A segunda proposta trata da transição para o novo modelo tributário. O pleito prevê crédito presumido sobre estoques existentes em 1º de janeiro de 2027 para empresas do Simples Nacional que optarem pela apuração regular da CBS e do IBS.
A medida tem o objetivo de evitar que produtos adquiridos antes da vigência do novo regime carreguem custos tributários sem possibilidade de compensação. Na visão do Sebrae, a ausência desse mecanismo pode elevar o custo de adaptação das empresas e comprometer a neutralidade tributária prevista na reforma.
Eduardo Gomes, primeiro vice-presidente do Senado Federal, declarou apoio à pauta e informou que poderá contribuir com sua articulação no Senado. A senadora Professora Dorinha também manifestou apoio às propostas apresentadas pelo Conselho Deliberativo Estadual.
Segundo Paulo Carneiro, presidente do Sebrae Tocantins, a discussão não se limita à redução de impostos. “O ponto central é assegurar que a Reforma Tributária não produza um efeito contrário ao previsto na Constituição, que determina tratamento favorecido às micro e pequenas empresas. A transição precisa preservar competitividade, previsibilidade e segurança jurídica para quem empreende”, afirma.

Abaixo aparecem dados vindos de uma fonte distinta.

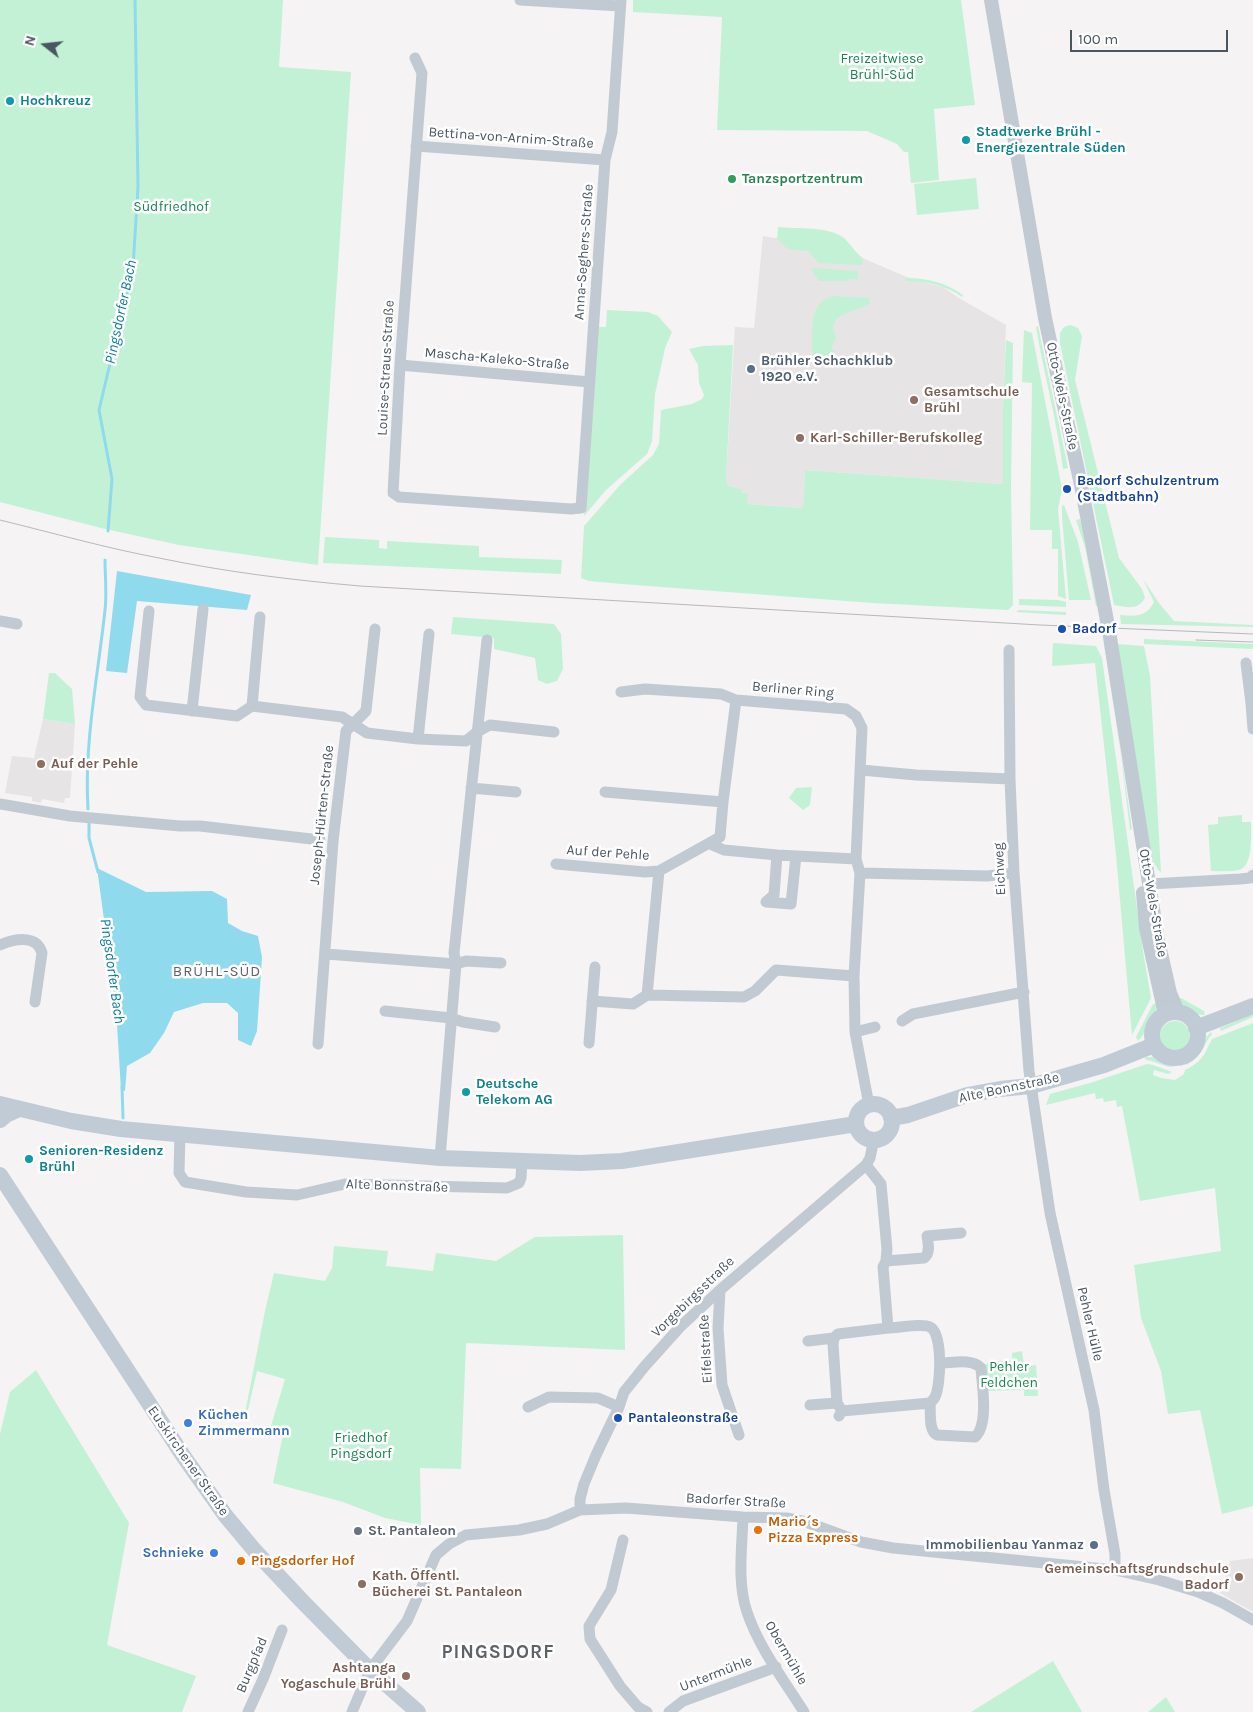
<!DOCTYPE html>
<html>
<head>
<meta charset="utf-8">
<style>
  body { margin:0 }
  #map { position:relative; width:1253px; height:1712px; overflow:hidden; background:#f5f3f3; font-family:Karla,sans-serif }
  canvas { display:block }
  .north { position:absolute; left:20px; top:20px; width:50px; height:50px; -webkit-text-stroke:4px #fff; paint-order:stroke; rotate:286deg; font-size:14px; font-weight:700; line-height:20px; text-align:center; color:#4a5661 }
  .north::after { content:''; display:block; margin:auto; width:18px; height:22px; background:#4a5661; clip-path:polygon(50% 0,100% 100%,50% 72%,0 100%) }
  .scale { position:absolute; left:1070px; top:30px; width:158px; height:22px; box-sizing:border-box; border:2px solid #4a5661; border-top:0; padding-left:6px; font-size:15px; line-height:18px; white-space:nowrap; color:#4a5661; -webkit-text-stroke:4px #fff; paint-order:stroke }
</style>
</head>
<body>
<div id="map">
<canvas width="1253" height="1712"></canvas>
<div class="north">N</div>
<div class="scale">100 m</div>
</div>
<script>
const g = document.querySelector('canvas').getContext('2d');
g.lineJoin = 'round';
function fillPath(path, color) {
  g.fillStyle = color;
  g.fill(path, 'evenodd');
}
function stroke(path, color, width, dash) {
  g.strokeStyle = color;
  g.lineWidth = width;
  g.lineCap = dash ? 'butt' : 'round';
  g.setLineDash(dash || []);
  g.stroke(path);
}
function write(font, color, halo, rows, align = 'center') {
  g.font = font + ' Karla,sans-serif';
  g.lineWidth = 5;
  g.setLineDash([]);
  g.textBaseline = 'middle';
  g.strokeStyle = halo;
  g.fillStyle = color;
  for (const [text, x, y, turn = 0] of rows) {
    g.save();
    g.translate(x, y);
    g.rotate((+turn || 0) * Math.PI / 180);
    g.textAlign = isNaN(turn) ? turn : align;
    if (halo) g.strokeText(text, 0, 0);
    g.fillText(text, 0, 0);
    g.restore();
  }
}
fillPath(new Path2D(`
  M763,236l78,13 73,31 29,7 16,11 47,27 -3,79v80l-198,-14 -2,38 -56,-4 -6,-11v-4l-13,-3 -2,-6 9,-153 19,1z
  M43,719l32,5 -5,74h-5l-1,5 -22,-4 -1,4 -9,-2v-4l-27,-4 7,-37 22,2z
  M1253,1558v54l-33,-19 10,-32z`), '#e6e4e5');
fillPath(new Path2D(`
  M0,0h283l-4,67 72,5 -33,493 -139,-20 -78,-17 -101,-26z
  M633,0h328l14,105 -41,4 5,71 -28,3 -3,-31h-4l-7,-8 -30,-13 -150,-1 5,-113 -89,-5z
  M976,178l3,31 -62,6 -3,-31z
  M778,227c19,2 51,-1 66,11 7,6 11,15 19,20l-1,7 -43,-2 -11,-12 -20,-2 -11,-10z
  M814,268l44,3v8h-11v2h-28l-8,-11z
  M906,278c22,0 40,5 57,17l-1,2c-17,-12 -35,-16 -56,-16z
  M832,296l37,2 1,5c-13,11 -45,7 -34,35l-5,10 4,4 1,6h-7l-1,8 -11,-2v-2l-3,-1v-7l-2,-1c1,-21 -5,-49 20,-57z
  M607,310l41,2 10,4 14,16 -7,16 -10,46 -3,47 -5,13 -41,36 -22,26 14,-189h8z
  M1070,325l8,3 4,8 -7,44 44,178 23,31 3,9c-8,13 -18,9 -31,7l-54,-262v-10l4,-6z
  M1038,326l30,142 -5,1c-6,-48 -19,-95 -27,-142z
  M1024,330l8,3 30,156 -4,20 8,90 -8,-3v-47h-6v-19h-22l2,-147 -10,-1z
  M1006,340l7,3 -2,145 2,117 -5,5 -135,-7 -251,-19 -33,-3 -8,-3 3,-52 37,-42 32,-29 6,-11 2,-34 31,-6 10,-5 2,-4 -5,-12 -1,-18 -9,-16 14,-3 30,-1 -7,134 2,7 14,3 -1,4h7l-1,11 56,4 2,-38 198,14v-80z
  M1064,505l14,37 13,58h-22l-7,-84v-10z
  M1080,519l5,15 14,72h-3l-11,-59 -9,-27z
  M325,537l54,3v8l8,1v-8l92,5v11l83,3 -1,14 -238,-11z
  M1143,579l16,24 15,18 79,4v2l-132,-3 -1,-9c15,1 26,3 34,-13z
  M1019,599l39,1 8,2v5l-47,-2z
  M1019,610l47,2v3l-50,-3z
  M453,617l101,7 7,10 2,35 -6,12 -10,3 -9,-4 -3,-22 -41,-9v-11l-43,-4z
  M1144,639l109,5v5l-109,-5z
  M1053,643l43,3 6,12 41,293 8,47 -19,37 -16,-180 -21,-192 -43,3z
  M1104,644h1l27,185 -2,1 -9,-75z
  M1117,644l27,2 6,30 11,196 -2,-1 -7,-11z
  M49,673h6l17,16 3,35 -32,-5z
  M812,787l-2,18 -7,5 -14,-12 7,-10z
  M1242,815v7h9c0,13 2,45 -12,48 -9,2 -19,1 -28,1l-3,-46 10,-1v-7z
  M1175,998h6l23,13 1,4c-13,0 -23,-6 -30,-17z
  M1158,1003c-1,10 -13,31 -20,38l-2,-4 17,-33z
  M1253,1014v3l-32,14 -1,-3z
  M1160 1036a15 15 0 1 1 30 0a15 15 0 1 1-30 0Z
  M1253,1023v483l-31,8 -22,-104 -32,4 -7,-43 -20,-53 -7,-53 87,-14 -6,-63 -75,13 -18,-95 -5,1 -1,-7 -12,2 -1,-4 -7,1 -1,-6 -49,12 4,-11 40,-11 57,-19 6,1 19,7 -4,2 -14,-4 -1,5 8,3 14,2 9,-6 1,-4c17,-8 19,-15 27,-31z
  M1211,1032l1,2c-10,12 -10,23 -26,31 2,-5 8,-7 11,-12 6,-7 7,-15 14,-21z
  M1145,1057h9l22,9c-10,3 -19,-5 -30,-6z
  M623,1235l2,115 -159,-7 -5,126 -41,-1 1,57 -36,-7 -42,-16 -70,-19 11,-53 -13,-4 14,-47 -28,-8 -10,43 -2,-1 20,-102 9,-38 51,8 7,-13 2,-22 54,5 -2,15 47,5 3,-18 60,8 39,-24z
  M1022,1351l2,16 12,-2 2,31h-14v-6l-39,1v-25l4,-5h23v-8z
  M36,1370l93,153 -22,122 89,31 -14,36h-182v-278l10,-42z
  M1053,1661l29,51h-111z
  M1166,1697l9,15h-27z`), '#c3f1d5');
fillPath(new Path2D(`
  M117,571l134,24 -4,15 -110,-9 -10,72 -21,-2z
  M97,868l49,24 66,-1 15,8 1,24 14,8 16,5 4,21 -5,74 -6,15 -13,-6v-27l-11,-10h-24l-29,9 -10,21 -14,20 -23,13 -2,25 -4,-1 -5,-82z`), '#90daee');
stroke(new Path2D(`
  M108,531l4,-52 -13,-69 34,-143 5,-80 -3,-187
  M88,809c-4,-67 10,-133 17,-199 2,-17 0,-34 0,-50
  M89,824v14l9,34
  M122,1086l1,32`), '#90daee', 3);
stroke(new Path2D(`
  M520,0l100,6
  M415,58l7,15 -22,292 -7,128 6,4 172,12 10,-1 24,-348 7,-28 9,-132
  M416,146l189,14
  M400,365l190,17
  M149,611l-9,86 6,8 91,11 15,-10 90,11 25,16 51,6 48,2 11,-9 13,-7 64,7
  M0,621l17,3
  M1009,650l1,129 4,94 15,198 21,142 44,197 10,80 11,64v16
  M1246,663l5,40 2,26
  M621,692l24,-3 76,5 15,6
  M252,706l8,-89
  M192,711l11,-102
  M418,739l11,-105
  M861,770l55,5 94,4
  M471,788l45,4
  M605,792l118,10
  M0,804l70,12 110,10h20l120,14
  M710,844l14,6 53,5 79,4
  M556,864l89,8 14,-1
  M860,873l127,3 27,-3
  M1150,884l90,-5 10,-1 3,-3
  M766,902l25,2 5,-48
  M766,902l8,-7 3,-40
  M0,945c14,-6 37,-11 42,8l-7,49
  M326,954l130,10 10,-3 35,2
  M647,995l12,-124 61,-34 3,-35 13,-102 110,9 10,7 6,12 -6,131 4,14 -6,103 1,56 14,73
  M592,1001l41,3 14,-9 97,2 11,-6 21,-21 78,6
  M385,1011l66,7 12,4 32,5
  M902,1021l11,-7 111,-22
  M855,1032l20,-5
  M589,1043l6,-76
  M318,1044l15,-203 13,-110 20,-20 9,-82
  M180,1133l-1,40 6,9 61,10 51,3 48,-11 162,4 12,-5 2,-5 1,-17
  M440,1158l16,-194 -2,-11 33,-313
  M886,1261l38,-3c7,-5 4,-15 3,-22l34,-3
  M720,1290l-2,38 4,57 17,50
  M808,1341l26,-3
  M930,1403c1,10 -2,27 7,32l38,2c14,-12 7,-52 6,-69 -9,-10 -29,-5 -41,-5
  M810,1405l27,-2
  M528,1407l21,-10 49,1 21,9
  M842,1411l88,-8c2,-2 4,-4 5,-6 6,-12 8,-64 -5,-70 -8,-4 -33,1 -42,1
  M839,1416l3,-5 -5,-8 -4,-59 1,-6 4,-4 50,-6 -5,-61 3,-6 1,-12 -6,-65 -15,-19
  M580,1510v-11l4,-15 12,-29 23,-48 5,-15 21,-26 35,-39 40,-37 146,-125 4,-7 4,-19
  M743,1517c-1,31 -6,66 4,95 12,36 37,68 57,100
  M623,1540l-12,50 -22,36 1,13 30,47 18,21 9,5
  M248,1712l15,-33 19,-49
  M352,1712l18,-42 37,-49 29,-66 13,-11 17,-9 53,-5 28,-6 33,-14 46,-2 117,9 44,1 19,4 55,20 32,6 222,22 44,10 39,12 25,11 30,17
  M669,1712l14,-11 93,-34`), '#c1cad2', 11);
stroke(new Path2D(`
  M991,0l54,318 36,167 28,146 49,309 12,53 8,19
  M1143,893l3,35 19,86`), '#c1cad2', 14);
stroke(new Path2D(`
  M1152 1035a23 23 0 1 1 46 0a23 23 0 1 1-46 0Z
  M1196,1028l57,-22
  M0,1104l71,17 50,8 319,29 140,5 42,-2 234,-37
  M856 1122a18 18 0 1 1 36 0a18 18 0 1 1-36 0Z
  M891,1118l17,-3 59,-20 33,-6 31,-3 73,-21 50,-20
  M0,1120l6,-5 13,-6
  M0,1175l184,282 41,58 30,36 47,50 68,69 48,42`), '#c1cbd6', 16);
stroke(new Path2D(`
  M0,520c53,13 106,28 159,38 67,14 133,22 201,28l680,39 213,9
  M1196,640l57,2`), '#b5b8bd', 1);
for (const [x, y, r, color] of [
  [10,101,5,"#0f9aa8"],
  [966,140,5,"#0f9aa8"],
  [732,179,5,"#2e9e5b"],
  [751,369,5,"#5c6f8a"],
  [914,400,5,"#8d6e63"],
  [800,438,5,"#8d6e63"],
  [1067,489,5,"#1a4fb4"],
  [1062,629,5,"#1a4fb4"],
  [41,764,5,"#8d6e63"],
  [466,1092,5,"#0f9aa8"],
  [29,1159,5,"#0f9aa8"],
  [618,1418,5,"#1a4fb4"],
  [188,1423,5,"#3f7fe0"],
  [758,1530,5,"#e8710a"],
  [358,1531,5,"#6b7280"],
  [1094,1545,5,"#5c6f8a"],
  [214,1553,5,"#3f7fe0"],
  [241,1561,5,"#e8710a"],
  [1239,1577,5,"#8d6e63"],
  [362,1584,5,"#8d6e63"],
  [406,1676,5,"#8d6e63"]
]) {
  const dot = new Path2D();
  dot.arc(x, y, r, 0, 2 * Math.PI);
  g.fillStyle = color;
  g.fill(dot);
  stroke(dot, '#fff', 2);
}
write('14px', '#17864f', '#fff', [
  ["Freizeitwiese",882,59],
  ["Brühl-Süd",882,75],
  ["Südfriedhof",171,207],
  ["Pehler",1009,1367],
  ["Feldchen",1009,1383],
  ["Friedhof",361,1438],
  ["Pingsdorf",361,1454]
]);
write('bold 14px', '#0d838f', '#fff', [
  ["Hochkreuz",20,101],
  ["Stadtwerke Brühl -",976,132],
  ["Energiezentrale Süden",976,148],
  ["Deutsche",476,1084],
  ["Telekom AG",476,1100],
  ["Senioren-Residenz",39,1151],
  ["Brühl",39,1167]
], 'left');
write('14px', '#4a5661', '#fff', [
  ["Bettina-von-Arnim-Straße",511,138,4],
  ["Anna-Seghers-Straße",584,252,-86],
  ["Mascha-Kaleko-Straße",497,359,5],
  ["Louise-Straus-Straße",386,368,-87],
  ["Otto-Wels-Straße",1062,396,78],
  ["Berliner Ring",793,690,5],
  ["Joseph-Hürten-Straße",322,815,-84],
  ["Auf der Pehle",608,853,4],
  ["Eichweg",1000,869,-93],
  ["Otto-Wels-Straße",1153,903,80],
  ["Alte Bonnstraße",1009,1088,-12],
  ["Alte Bonnstraße",397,1186,2],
  ["Vorgebirgsstraße",693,1297,-44],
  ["Pehler Hülle",1090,1324,77],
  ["Eifelstraße",706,1349,-93],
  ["Euskirchener Straße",188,1461,55],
  ["Badorfer Straße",736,1501,3],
  ["Obermühle",786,1653,60],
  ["Burgpfad",252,1665,-67],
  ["Untermühle",716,1674,-21]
]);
write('bold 14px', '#27864d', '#fff', [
  ["Tanzsportzentrum",742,179]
], 'left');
write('bold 14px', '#4e5e75', '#fff', [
  ["Brühler Schachklub",761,361],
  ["1920 e.V.",761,377],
  ["Immobilienbau Yanmaz",1084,1545,"right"]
], 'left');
write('bold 14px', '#785e54', '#fff', [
  ["Gesamtschule",924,392],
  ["Brühl",924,408],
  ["Karl-Schiller-Berufskolleg",810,438],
  ["Auf der Pehle",51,764],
  ["Gemeinschaftsgrundschule",1229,1569,"right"],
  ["Badorf",1229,1585,"right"],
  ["Kath. Öffentl.",372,1576],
  ["Bücherei St. Pantaleon",372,1592],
  ["Ashtanga",396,1668,"right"],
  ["Yogaschule Brühl",396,1684,"right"]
], 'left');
write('bold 14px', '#164399', '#fff', [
  ["Badorf Schulzentrum",1077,481],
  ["(Stadtbahn)",1077,497],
  ["Badorf",1072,629],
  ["Pantaleonstraße",628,1418]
], 'left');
write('bold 14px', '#366cbe', '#fff', [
  ["Küchen",198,1415],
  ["Zimmermann",198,1431],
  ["Schnieke",204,1553,"right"]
], 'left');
write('bold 14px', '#c56008', '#fff', [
  ["Mario´s",768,1522],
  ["Pizza Express",768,1538],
  ["Pingsdorfer Hof",251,1561]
], 'left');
write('bold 14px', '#5b616d', '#fff', [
  ["St. Pantaleon",368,1531]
], 'left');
write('italic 15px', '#0c7c9b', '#fff', [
  ["Pingsdorfer Bach",121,312,-78],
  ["Pingsdorfer Bach",112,971,82]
]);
g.letterSpacing = '1px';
write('15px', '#5f6368', '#fff', [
  ["BRÜHL-SÜD",217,972]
]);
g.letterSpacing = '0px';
g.letterSpacing = '1px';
write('bold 19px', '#5f6368', '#fff', [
  ["PINGSDORF",498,1653]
]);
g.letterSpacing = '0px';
</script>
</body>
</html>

O Sebrae Tocantins foi o primeiro estado a formalizar a apresentação da pauta aos senadores dentro da mobilização coordenada pelo Conselho Deliberativo Nacional da instituição. A expectativa é que as propostas sejam incorporadas ao debate legislativo ainda neste ano.
No Estado, os pequenos negócios representam 95% das empresas em atividade e respondem por mais de 80% dos empregos gerados no Estado. Essa participação evidencia o peso do segmento na economia local, especialmente nos municípios, onde micro e pequenas empresas sustentam renda, circulação de recursos e oportunidades de trabalho. Para Paulo Carneiro, presidente do Sebrae Tocantins, a regulamentação da Reforma Tributária precisa levar em conta essa realidade. “A simplificação só será efetiva se alcançar quem está na ponta, especialmente as micro e pequenas empresas, que enfrentam maior dificuldade para absorver custos, adaptar sistemas e lidar com regras tributárias complexas”, afirma.